• Data excerpt:
====

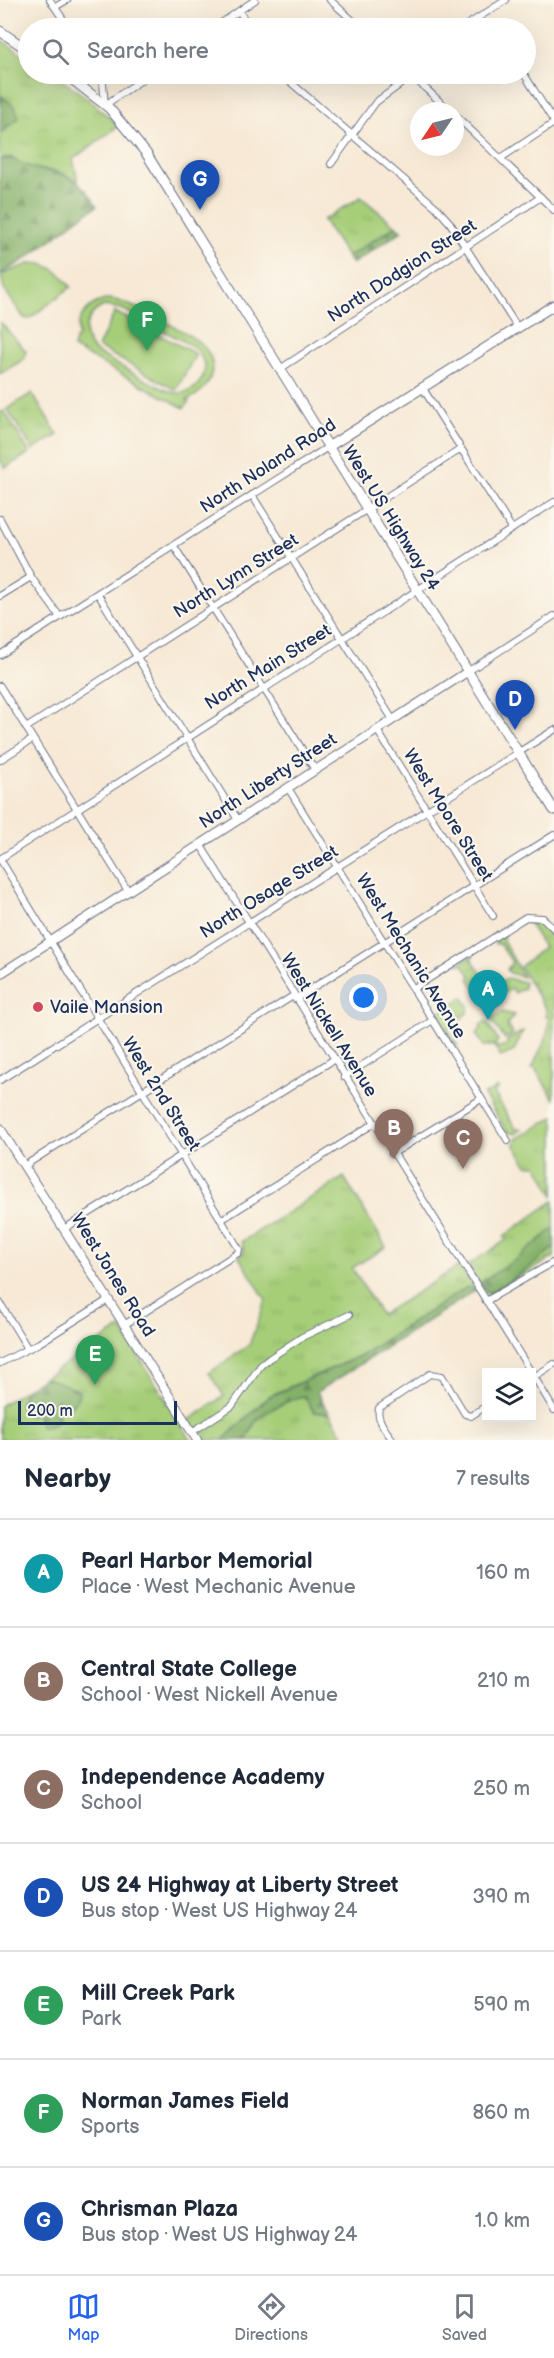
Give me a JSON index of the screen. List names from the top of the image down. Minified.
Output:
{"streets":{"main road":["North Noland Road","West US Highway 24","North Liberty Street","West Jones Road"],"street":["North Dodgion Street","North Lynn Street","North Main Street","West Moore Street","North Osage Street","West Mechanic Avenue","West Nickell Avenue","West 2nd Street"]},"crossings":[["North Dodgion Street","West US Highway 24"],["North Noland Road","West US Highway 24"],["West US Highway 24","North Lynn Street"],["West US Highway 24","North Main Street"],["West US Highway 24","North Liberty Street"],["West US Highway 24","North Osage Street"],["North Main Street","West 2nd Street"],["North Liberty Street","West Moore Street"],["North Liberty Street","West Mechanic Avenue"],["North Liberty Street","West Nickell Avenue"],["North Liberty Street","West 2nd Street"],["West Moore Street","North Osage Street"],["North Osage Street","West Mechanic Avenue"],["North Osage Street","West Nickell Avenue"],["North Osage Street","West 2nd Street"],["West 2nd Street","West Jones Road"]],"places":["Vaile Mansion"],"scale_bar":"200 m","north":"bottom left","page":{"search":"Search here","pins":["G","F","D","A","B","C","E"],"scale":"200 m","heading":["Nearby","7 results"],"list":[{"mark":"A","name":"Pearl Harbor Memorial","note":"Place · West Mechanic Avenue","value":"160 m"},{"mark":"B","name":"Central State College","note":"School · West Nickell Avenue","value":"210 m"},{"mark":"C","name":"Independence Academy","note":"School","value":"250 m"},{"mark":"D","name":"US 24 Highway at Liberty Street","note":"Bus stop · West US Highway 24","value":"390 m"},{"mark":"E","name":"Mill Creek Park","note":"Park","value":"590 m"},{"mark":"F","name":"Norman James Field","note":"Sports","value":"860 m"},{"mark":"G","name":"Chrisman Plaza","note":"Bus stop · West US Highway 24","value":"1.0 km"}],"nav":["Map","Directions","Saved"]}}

====

• Assignment: When copying the listing, skip the pictures and keep each line exactly as written.

• Solution to this problem:
Give me a JSON index of the screen. List names from the top of the image down. Minified.
Output:
{"streets":{"main road":["North Noland Road","West US Highway 24","North Liberty Street","West Jones Road"],"street":["North Dodgion Street","North Lynn Street","North Main Street","West Moore Street","North Osage Street","West Mechanic Avenue","West Nickell Avenue","West 2nd Street"]},"crossings":[["North Dodgion Street","West US Highway 24"],["North Noland Road","West US Highway 24"],["West US Highway 24","North Lynn Street"],["West US Highway 24","North Main Street"],["West US Highway 24","North Liberty Street"],["West US Highway 24","North Osage Street"],["North Main Street","West 2nd Street"],["North Liberty Street","West Moore Street"],["North Liberty Street","West Mechanic Avenue"],["North Liberty Street","West Nickell Avenue"],["North Liberty Street","West 2nd Street"],["West Moore Street","North Osage Street"],["North Osage Street","West Mechanic Avenue"],["North Osage Street","West Nickell Avenue"],["North Osage Street","West 2nd Street"],["West 2nd Street","West Jones Road"]],"places":["Vaile Mansion"],"scale_bar":"200 m","north":"bottom left","page":{"search":"Search here","pins":["G","F","D","A","B","C","E"],"scale":"200 m","heading":["Nearby","7 results"],"list":[{"mark":"A","name":"Pearl Harbor Memorial","note":"Place · West Mechanic Avenue","value":"160 m"},{"mark":"B","name":"Central State College","note":"School · West Nickell Avenue","value":"210 m"},{"mark":"C","name":"Independence Academy","note":"School","value":"250 m"},{"mark":"D","name":"US 24 Highway at Liberty Street","note":"Bus stop · West US Highway 24","value":"390 m"},{"mark":"E","name":"Mill Creek Park","note":"Park","value":"590 m"},{"mark":"F","name":"Norman James Field","note":"Sports","value":"860 m"},{"mark":"G","name":"Chrisman Plaza","note":"Bus stop · West US Highway 24","value":"1.0 km"}],"nav":["Map","Directions","Saved"]}}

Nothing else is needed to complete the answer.